> _Task details_:
Set down the entries exactly as they appear, apart from the images, which stay out.

Stored items

****************************************

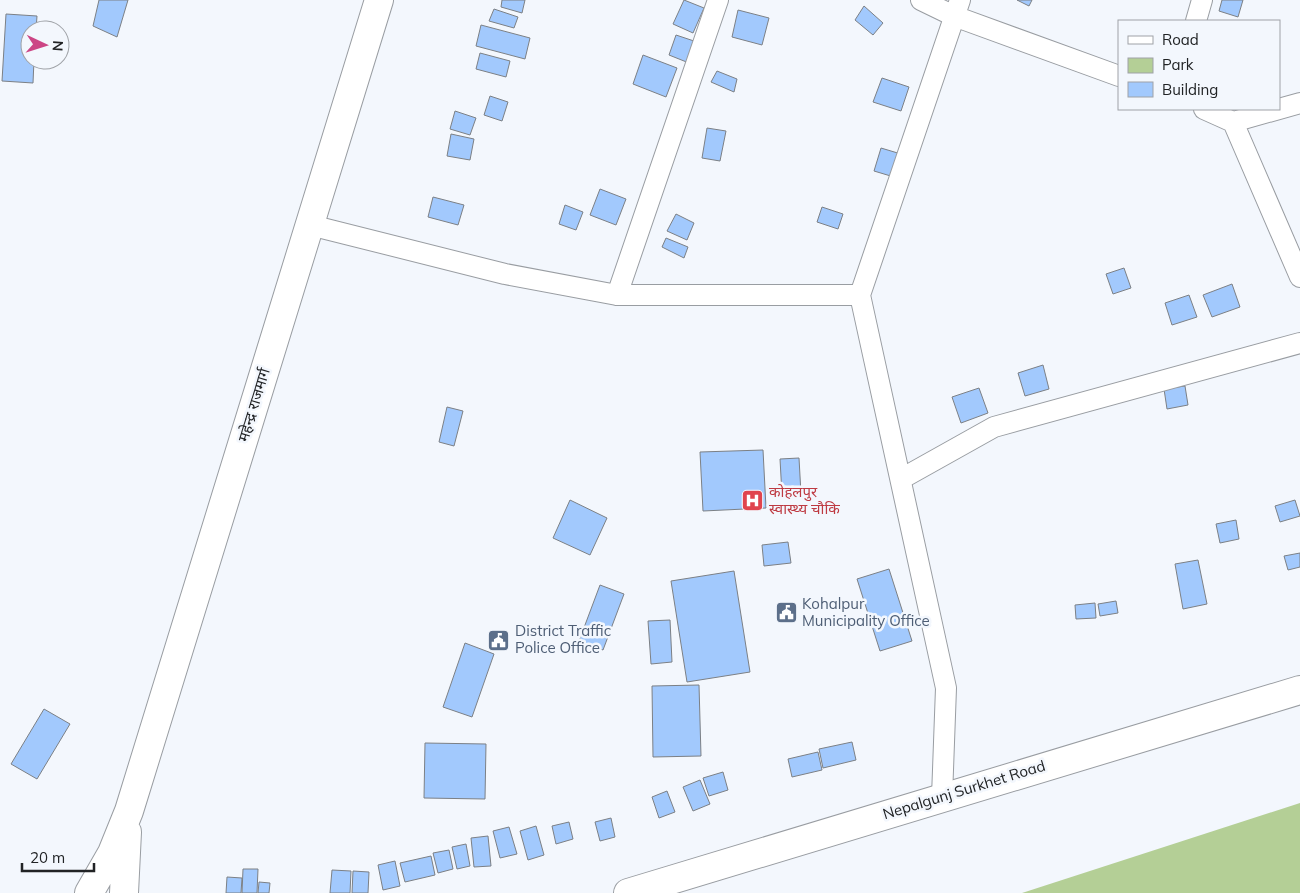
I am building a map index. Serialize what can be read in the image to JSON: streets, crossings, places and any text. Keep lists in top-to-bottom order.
{
  "streets": {
    "main road": ["महेन्द्र राजमार्ग", "Nepalgunj Surkhet Road"]
  },
  "places": {
    "hospital": ["कोहलपुर स्वास्थ्य चौकि"],
    "public building": ["Kohalpur Municipality Office", "District Traffic Police Office"]
  },
  "legend": ["Road", "Park", "Building"],
  "scale_bar": "20 m",
  "north": "right"
}
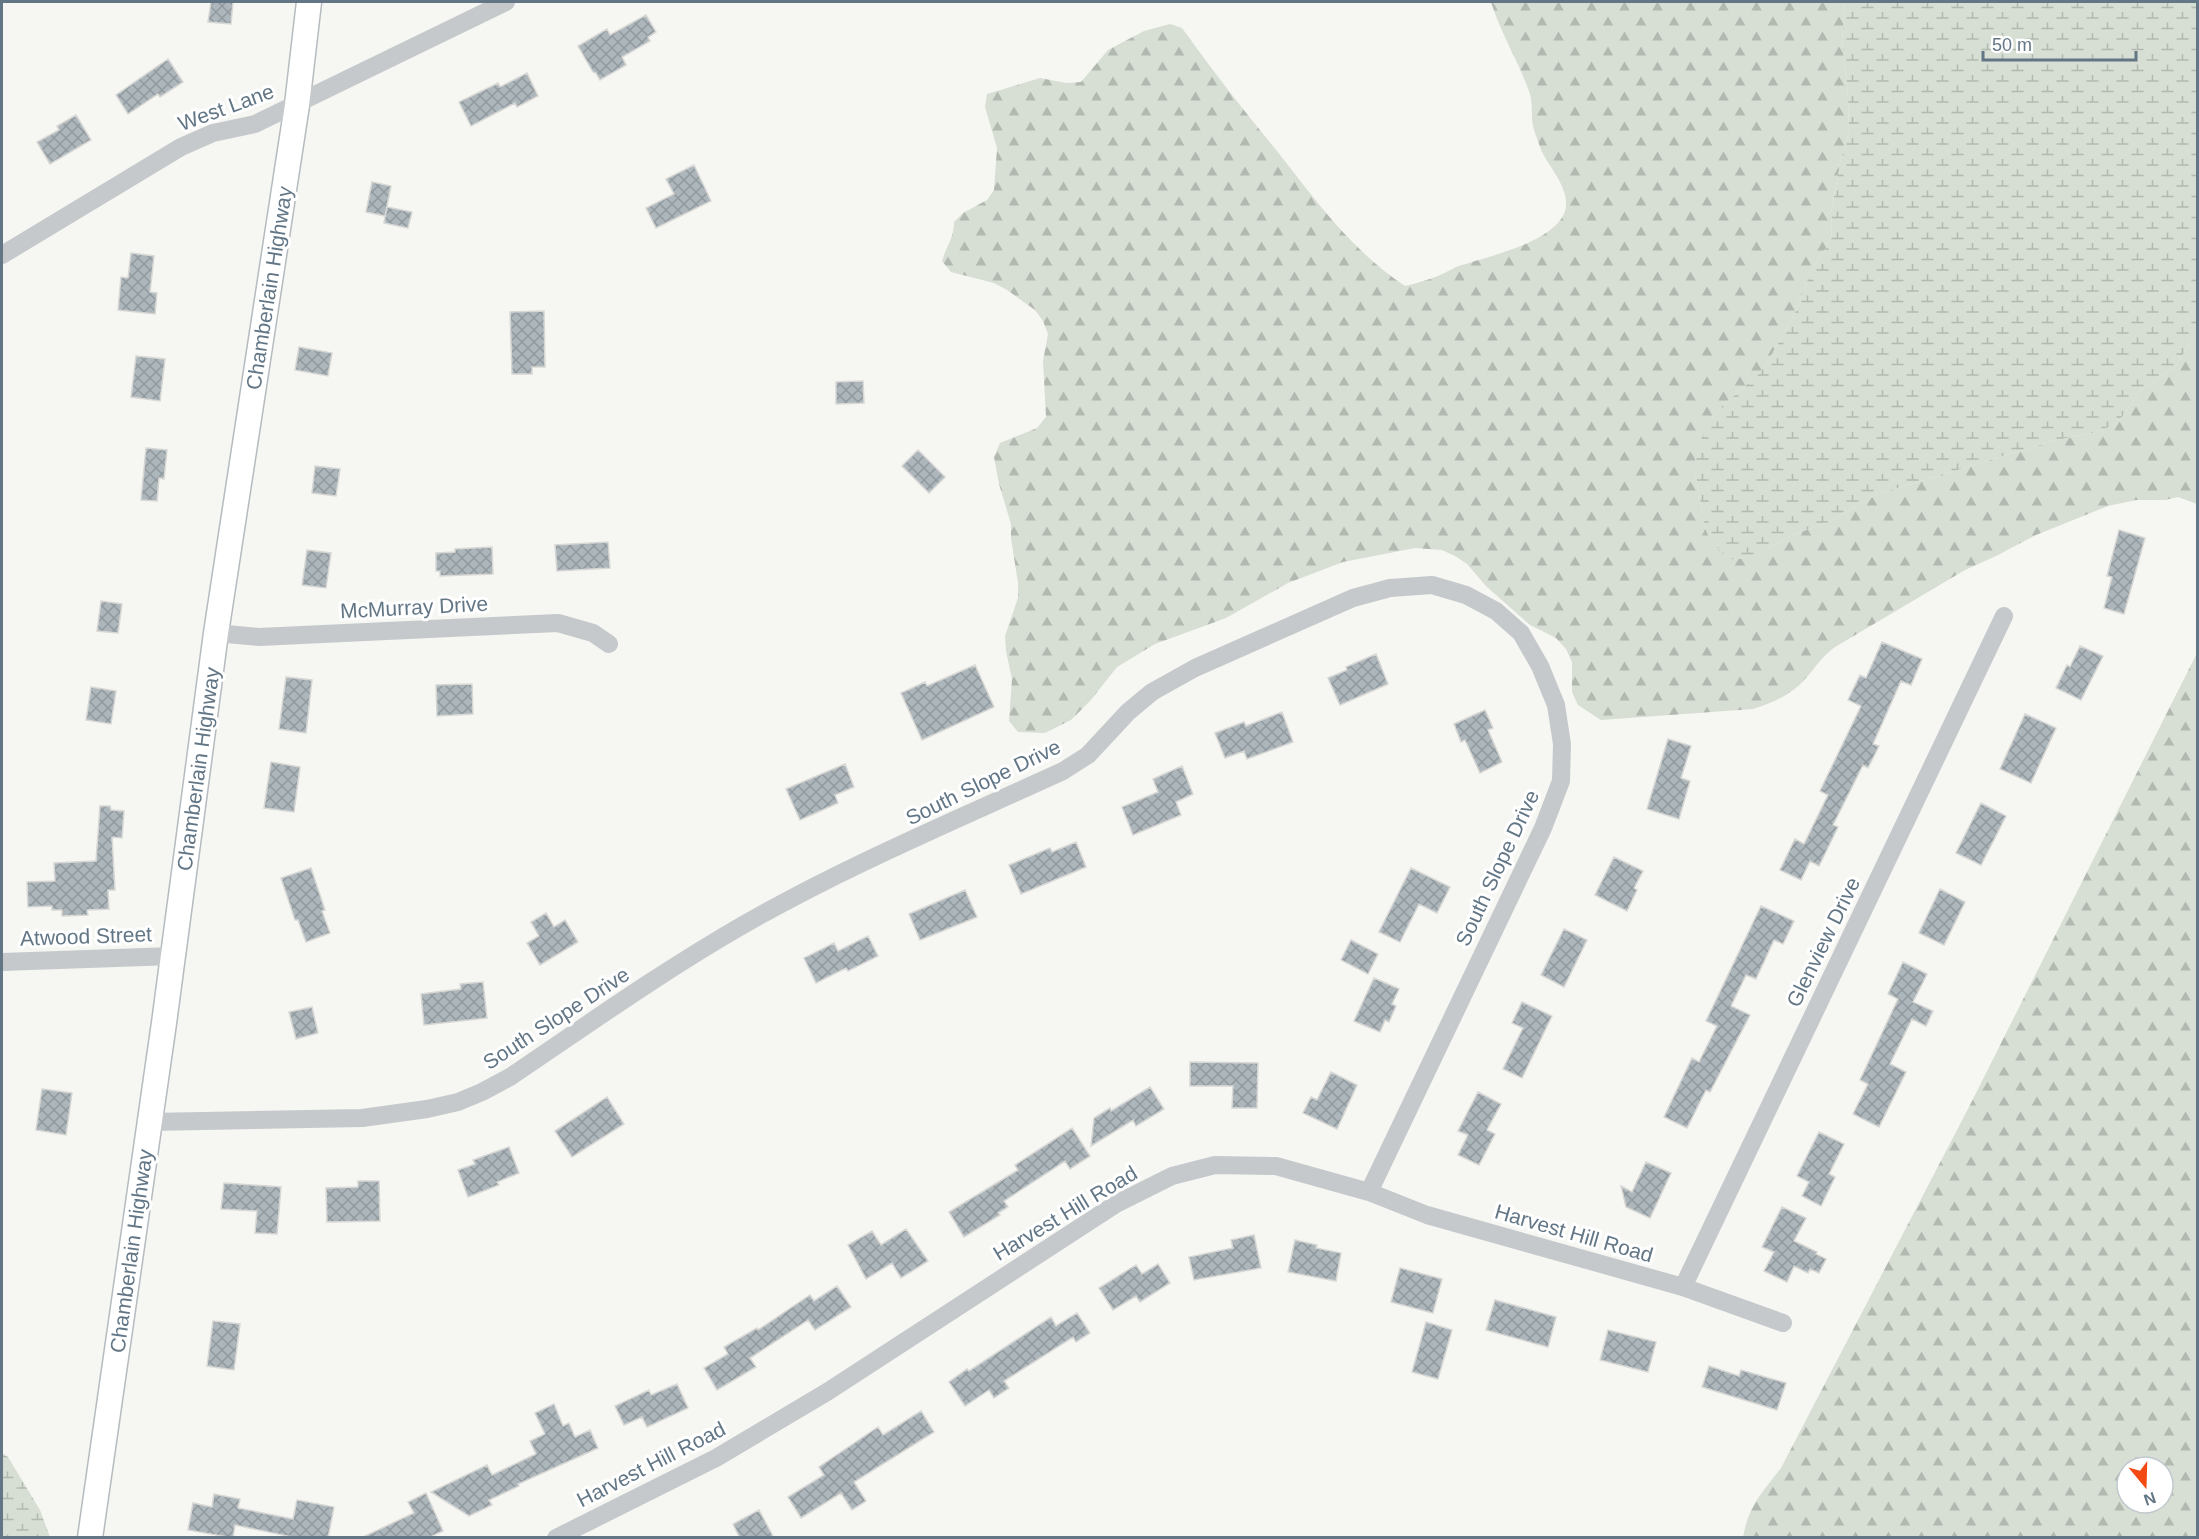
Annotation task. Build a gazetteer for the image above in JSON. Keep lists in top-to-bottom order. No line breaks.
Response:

****************************************

> _Expected output_:
I am building a map index. Serialize what can be read in the image to JSON: streets, crossings, places and any text. Keep lists in top-to-bottom order.
{
  "streets": {
    "main road": ["महेन्द्र राजमार्ग", "Nepalgunj Surkhet Road"]
  },
  "places": {
    "hospital": ["कोहलपुर स्वास्थ्य चौकि"],
    "public building": ["Kohalpur Municipality Office", "District Traffic Police Office"]
  },
  "legend": ["Road", "Park", "Building"],
  "scale_bar": "20 m",
  "north": "right"
}
Annotation task. Build a gazetteer for the image above in JSON. Keep lists in top-to-bottom order. No line breaks.
Response:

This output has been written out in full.